(Stored data)
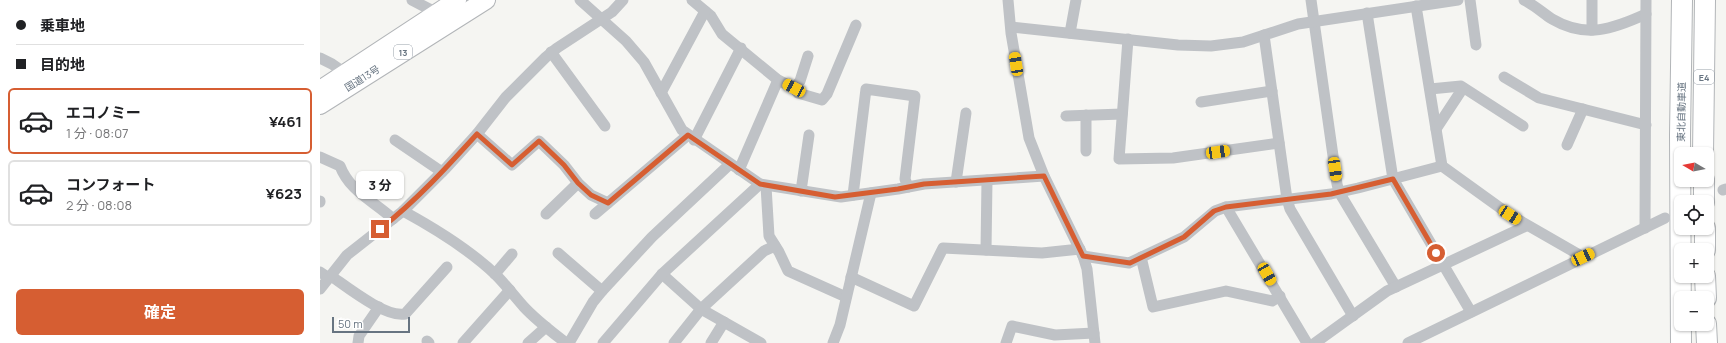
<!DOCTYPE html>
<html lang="ja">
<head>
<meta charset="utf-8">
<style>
  body { margin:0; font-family:Manrope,"Noto Sans JP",sans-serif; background:#f2f2f2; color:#202124; height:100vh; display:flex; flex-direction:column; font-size:15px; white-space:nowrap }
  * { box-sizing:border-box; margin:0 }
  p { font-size:13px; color:#757577 }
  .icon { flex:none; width:22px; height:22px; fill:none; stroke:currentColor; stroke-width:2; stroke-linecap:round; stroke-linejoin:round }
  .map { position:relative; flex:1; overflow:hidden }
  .sheet { display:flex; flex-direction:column; background:#fff; width:320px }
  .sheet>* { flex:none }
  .guide { display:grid; align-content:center; height:88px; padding:0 16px; background:#fff }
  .needle { width:26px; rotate:280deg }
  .tools { position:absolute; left:1354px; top:147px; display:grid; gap:8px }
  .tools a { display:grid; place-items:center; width:40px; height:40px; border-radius:6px; background:#fff; box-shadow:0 1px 3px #0004; font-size:20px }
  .scale { position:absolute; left:12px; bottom:10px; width:78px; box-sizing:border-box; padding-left:4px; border:2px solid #677481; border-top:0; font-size:11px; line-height:14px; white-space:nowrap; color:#677481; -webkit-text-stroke:3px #fff; paint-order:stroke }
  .end { position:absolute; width:18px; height:18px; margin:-9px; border:5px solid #d65e32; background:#fff; box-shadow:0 0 0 2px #fff }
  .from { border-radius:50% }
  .bubble { position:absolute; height:28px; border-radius:6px; background:#fff; box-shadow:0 1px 3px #0004; font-size:13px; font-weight:700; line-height:28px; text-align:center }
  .car { position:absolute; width:12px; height:24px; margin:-12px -6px; border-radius:5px; box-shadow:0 0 3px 1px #0007; background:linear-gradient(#f5c518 24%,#345 0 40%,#f5c518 0 76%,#345 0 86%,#f5c518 0) }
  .guide b { display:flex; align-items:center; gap:14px; height:38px; font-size:15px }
  .guide b+b { border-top:1px solid #e0e0e0 }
  .guide i { width:10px; height:10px; background:#202124 }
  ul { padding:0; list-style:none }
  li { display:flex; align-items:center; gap:12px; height:66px; margin:0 8px 6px; padding:0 8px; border:2px solid #e0e0e0; border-radius:6px }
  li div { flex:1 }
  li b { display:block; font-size:15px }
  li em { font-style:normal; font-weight:700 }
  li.on { border-color:#d65e32 }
  li>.icon { width:36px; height:36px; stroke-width:1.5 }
  .button { display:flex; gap:8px; margin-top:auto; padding:8px 16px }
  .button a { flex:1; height:46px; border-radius:6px; background:#d65e32; color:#fff; font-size:16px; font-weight:700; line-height:46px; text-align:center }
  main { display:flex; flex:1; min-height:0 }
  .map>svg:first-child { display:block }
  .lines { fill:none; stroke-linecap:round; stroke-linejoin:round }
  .trunk-casing { stroke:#b2b5b8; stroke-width:20 }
  .motorway-casing { stroke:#b2b5b8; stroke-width:22 }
  .minor { stroke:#bfc2c6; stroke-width:11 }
  .trunk { stroke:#fff; stroke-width:18 }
  .motorway { stroke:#fff; stroke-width:20 }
  .route { stroke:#d65e32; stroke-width:5 }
  .labels { text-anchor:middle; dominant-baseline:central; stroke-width:4; stroke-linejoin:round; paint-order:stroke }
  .shield { fill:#fff; stroke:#959ea7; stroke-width:1 }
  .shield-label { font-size:9px; font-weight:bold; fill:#677481 }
  .street-label { font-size:10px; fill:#677481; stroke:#fff }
</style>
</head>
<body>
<main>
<section class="sheet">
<div class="guide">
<b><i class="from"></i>乗車地</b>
<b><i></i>目的地</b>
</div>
<ul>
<li class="on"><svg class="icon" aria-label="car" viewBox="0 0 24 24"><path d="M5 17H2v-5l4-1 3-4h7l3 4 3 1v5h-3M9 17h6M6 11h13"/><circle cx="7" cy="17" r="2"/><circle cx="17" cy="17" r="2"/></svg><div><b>エコノミー</b><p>1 分 · 08:07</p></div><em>¥461</em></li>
<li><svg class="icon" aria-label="car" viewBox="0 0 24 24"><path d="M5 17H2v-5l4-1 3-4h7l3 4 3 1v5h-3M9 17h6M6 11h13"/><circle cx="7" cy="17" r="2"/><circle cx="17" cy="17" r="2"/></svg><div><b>コンフォート</b><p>2 分 · 08:08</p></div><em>¥623</em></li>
</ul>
<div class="button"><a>確定</a></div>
</section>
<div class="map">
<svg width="1406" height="343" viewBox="0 0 1406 343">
  <rect width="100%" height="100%" fill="#f5f5f2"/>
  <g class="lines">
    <g class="trunk-casing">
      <g id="trunk">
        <polyline points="0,90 137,0"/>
        <polyline points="0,105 166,0"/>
      </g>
    </g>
    <g class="motorway-casing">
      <g id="motorway">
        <polyline points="1383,154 1385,0"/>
        <polyline points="1384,180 1384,202"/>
        <polyline points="1385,228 1385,250"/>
        <polyline points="1385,276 1386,298"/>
        <polyline points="1386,324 1387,343"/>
        <polyline points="1361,343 1360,135 1362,0"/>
      </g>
    </g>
    <g class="minor">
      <polyline points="92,0 117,13"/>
      <polyline points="260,0 306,41 324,62 362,130 440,184 521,197 578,189 604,184 724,176"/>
      <polyline points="372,0 391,16 402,34 458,80 474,88 478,93 502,100 507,94 536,25"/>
      <polyline points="688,0 691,33 709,138 724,176 763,256 767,269 775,343"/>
      <polyline points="991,0 1017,184 1019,192 1076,287"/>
      <polyline points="1150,0 1156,45"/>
      <path d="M1204 0C1214 5 1223 13 1232 19 1266 39 1293 29 1326 14"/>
      <polyline points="1096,6 1122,166 1190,215 1263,257"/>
      <polyline points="1047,13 1073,179 1151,312"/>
      <polyline points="691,27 858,45 891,46 923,42 978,24 1138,0"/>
      <polyline points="1272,30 1272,0"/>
      <polyline points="750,33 756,0"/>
      <polyline points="944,35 967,199 970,209 1033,316"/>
      <polyline points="808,39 799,159 853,158 959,143"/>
      <polyline points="231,52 285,126"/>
      <polyline points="0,58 12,64 25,73"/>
      <polyline points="1184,77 1219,98 1326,125"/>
      <polyline points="474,88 480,81 488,56"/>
      <polyline points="1110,89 1141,86 1203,126"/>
      <polyline points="341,93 385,11"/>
      <polyline points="881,102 952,91"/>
      <polyline points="766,115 766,151"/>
      <polyline points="746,116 802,114"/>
      <polyline points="1116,129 1143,88"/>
      <polyline points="157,134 192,165 219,141 244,165 258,183 271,195 288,203"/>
      <polyline points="75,140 122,172"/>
      <polyline points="374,140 421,48"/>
      <polyline points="1247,145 1263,109"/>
      <path d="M0 157 20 166C30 192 54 201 73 219"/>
      <polyline points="419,170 458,80"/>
      <polyline points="636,182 646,113"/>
      <polyline points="446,186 449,236 459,252 468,271 526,297"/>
      <polyline points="1403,190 1406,189"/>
      <polyline points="481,191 489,135"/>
      <polyline points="533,195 546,89 595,96 585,179 588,187"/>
      <polyline points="0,202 0,201"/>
      <polyline points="906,207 987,343"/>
      <path d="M83 211C116 229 149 249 176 275 186 285 195 297 204 307 217 321 232 332 246 343"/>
      <polyline points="226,214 258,183"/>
      <polyline points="275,214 368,135"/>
      <polyline points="1325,228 1326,0"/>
      <polyline points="666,250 667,180"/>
      <polyline points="238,253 282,291"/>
      <polyline points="763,256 809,263 864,237 895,211 906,207 1011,194 1038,188 1122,166"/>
      <polyline points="821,257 833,307 906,291 952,301 960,296"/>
      <polyline points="0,272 9,278"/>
      <polyline points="175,274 192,254"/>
      <polyline points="342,274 381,309 441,343"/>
      <path d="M11 276C27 287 66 318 85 314L127 267"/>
      <polyline points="531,277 594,306 623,248 722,253 760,249"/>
      <polyline points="0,289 27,255 83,211 126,168 157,134 186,97 226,57 237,48 292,12 303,0"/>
      <polyline points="107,341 109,343"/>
      <polyline points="38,343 39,336 59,307"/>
      <polyline points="143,343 190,290"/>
      <polyline points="208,343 226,327"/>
      <polyline points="249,343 273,302 282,291 332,237 410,164"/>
      <polyline points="283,343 342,274 440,184"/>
      <polyline points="354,343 381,309 444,251 455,246"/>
      <polyline points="391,343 404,322"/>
      <polyline points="513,343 520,325 551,193"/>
      <polyline points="686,343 692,326 735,335 774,333"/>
      <polyline points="995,343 1067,291 1206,226"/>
      <polyline points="1088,343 1345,218"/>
    </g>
    <use href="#trunk" class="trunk"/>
    <use href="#motorway" class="motorway"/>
  </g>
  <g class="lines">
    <path class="route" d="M60 229C96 201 127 167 157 134L192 165 219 141 244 165 258 183 271 195 288 203 368 135 440 184 515 197 578 189 604 184 724 176 763 256 810 263 864 237 894 211 906 207 1011 194 1073 179 1116 253"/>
  </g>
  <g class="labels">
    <g class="shield">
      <rect x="74" y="45" width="18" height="14" rx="3"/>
      <rect x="1374" y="70" width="20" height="14" rx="3"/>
    </g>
    <g class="shield-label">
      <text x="83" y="52">13</text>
      <text x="1384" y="77">E4</text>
    </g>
    <g class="street-label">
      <text transform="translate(42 78) rotate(-32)">国道13号</text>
      <text transform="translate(1361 112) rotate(-89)">東北自動車道</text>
    </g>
  </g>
</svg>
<div class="tools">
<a><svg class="needle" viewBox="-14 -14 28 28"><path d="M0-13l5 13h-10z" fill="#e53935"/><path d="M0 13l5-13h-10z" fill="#757577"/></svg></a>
<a><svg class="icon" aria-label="locate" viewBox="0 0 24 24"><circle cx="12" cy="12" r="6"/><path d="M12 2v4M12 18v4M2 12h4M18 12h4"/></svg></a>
<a>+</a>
<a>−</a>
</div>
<div class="scale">50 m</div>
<i class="end from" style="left:1116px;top:253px"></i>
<i class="end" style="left:60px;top:229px"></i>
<div class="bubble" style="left:36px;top:171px;width:48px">3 分</div>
<i class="car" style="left:696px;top:64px;rotate:351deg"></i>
<i class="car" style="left:474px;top:88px;rotate:298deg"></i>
<i class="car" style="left:898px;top:152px;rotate:82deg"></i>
<i class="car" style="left:1015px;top:169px;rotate:172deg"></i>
<i class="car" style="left:1190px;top:215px;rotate:123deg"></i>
<i class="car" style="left:1263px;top:257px;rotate:65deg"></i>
<i class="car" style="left:947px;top:274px;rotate:150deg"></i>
</div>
</main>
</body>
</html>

> What to work on: A count is all that should be returned: the number of lines in these records containing the string "shadow".

> Solution for this task: 4